THE SIMULATION OF HEAT AND WATER EXCHANGE IN THE BOREAL SPRUCE FOREST BY THE LAND-SURF ACE MODEL SWAP

Abstract

All previous versions of a physically based land-surface model SWAP have assumed for simplicity that vegetation is fully covered by snow during the cold season. Such assumption is reasonable only for the regions dominated by short vegetation or for warm climates where snow processes are absent. The major goals of this paper are (i) modification of the latest version of SWAP by incorporation of tall vegetation into the cold-season parameterizations to make the model applicable for simulating heat and water transfer within a boreal forest biome and (ii) validation of the modified version using the data from a forested catchment located in the boreal zone.
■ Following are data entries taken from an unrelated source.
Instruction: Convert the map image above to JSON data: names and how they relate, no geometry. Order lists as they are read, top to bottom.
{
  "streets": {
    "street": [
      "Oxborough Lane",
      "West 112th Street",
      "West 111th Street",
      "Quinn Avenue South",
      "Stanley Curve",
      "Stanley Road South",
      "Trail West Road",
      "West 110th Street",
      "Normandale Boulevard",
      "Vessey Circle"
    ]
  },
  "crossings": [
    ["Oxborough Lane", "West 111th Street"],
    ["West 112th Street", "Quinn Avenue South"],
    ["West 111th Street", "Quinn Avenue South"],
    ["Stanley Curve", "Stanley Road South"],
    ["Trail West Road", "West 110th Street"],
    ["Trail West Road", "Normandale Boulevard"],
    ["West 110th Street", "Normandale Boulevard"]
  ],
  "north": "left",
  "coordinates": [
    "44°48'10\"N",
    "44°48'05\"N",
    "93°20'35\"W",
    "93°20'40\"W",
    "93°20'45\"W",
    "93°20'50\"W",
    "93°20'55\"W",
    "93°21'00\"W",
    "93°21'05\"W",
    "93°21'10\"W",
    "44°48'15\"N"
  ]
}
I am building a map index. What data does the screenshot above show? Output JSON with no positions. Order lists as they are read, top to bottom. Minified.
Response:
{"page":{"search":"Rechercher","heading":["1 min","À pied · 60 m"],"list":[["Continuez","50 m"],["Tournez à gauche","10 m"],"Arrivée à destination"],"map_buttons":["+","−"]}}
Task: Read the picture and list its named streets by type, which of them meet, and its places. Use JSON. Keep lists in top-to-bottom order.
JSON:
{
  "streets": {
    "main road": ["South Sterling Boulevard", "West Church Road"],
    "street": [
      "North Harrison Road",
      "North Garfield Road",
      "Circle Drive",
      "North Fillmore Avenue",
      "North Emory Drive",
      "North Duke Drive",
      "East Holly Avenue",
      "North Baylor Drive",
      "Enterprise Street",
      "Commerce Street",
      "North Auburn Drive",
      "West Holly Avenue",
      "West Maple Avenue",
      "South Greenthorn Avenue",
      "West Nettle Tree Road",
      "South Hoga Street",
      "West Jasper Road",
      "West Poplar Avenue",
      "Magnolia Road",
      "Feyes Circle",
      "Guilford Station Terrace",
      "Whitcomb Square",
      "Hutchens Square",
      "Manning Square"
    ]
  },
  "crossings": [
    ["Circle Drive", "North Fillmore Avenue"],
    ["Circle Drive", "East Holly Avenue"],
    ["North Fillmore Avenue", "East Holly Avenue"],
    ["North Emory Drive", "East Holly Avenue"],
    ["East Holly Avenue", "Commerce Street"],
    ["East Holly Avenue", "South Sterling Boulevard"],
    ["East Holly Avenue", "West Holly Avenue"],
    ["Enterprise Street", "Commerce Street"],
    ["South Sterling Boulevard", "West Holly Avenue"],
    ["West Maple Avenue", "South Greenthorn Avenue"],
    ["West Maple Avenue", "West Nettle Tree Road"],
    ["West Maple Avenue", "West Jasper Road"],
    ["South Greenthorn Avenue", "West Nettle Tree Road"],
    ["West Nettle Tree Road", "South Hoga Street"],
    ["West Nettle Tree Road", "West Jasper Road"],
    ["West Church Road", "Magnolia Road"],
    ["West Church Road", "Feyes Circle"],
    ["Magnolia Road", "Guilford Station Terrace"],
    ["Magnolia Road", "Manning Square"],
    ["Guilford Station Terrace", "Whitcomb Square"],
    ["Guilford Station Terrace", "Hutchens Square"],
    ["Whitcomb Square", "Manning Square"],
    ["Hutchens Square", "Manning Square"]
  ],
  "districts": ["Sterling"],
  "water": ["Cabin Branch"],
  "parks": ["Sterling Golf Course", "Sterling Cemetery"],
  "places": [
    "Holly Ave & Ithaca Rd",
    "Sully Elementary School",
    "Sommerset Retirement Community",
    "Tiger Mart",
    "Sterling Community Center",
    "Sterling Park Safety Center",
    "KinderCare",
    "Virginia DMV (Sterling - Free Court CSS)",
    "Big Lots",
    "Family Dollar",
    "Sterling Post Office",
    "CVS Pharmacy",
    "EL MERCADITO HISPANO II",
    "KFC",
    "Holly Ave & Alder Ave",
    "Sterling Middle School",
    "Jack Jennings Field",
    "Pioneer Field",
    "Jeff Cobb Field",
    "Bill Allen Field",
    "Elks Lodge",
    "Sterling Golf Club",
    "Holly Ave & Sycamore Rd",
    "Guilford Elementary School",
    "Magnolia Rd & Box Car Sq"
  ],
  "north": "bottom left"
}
Modification of SWAP required to parameterize radiative and turbulent exchange between the forest crown and forest floor, partitioning snowfall between interception by the canopy (in doing so, snow interception differs from rain interception) and falling to the ground, formation of snow cover on the forest crown and forest floor including snow accumulation (both in solid and liquid fractions), snow evaporation, and snowmelt. The advanced model was validated using a set of hydrometeorological data measured during 18 years (1966–1983) at the Tayozhniy catchment (covered by boreal spruce forest), Valdai, Russia. Simulations of annual and monthly snow/rain interception, daily runoff at the catchment outlet, snow density, snow depth, snow water equivalent, soil water storage in three layers (0–20, 0–50 and 0–100 cm), and monthly evapotranspiration from the catchment were compared with observations. Analysis of the results of validation shows that the new version of the model SWAP reproduces the heat and water exchange processes occurring in mid-latitude boreal forest quite reasonable.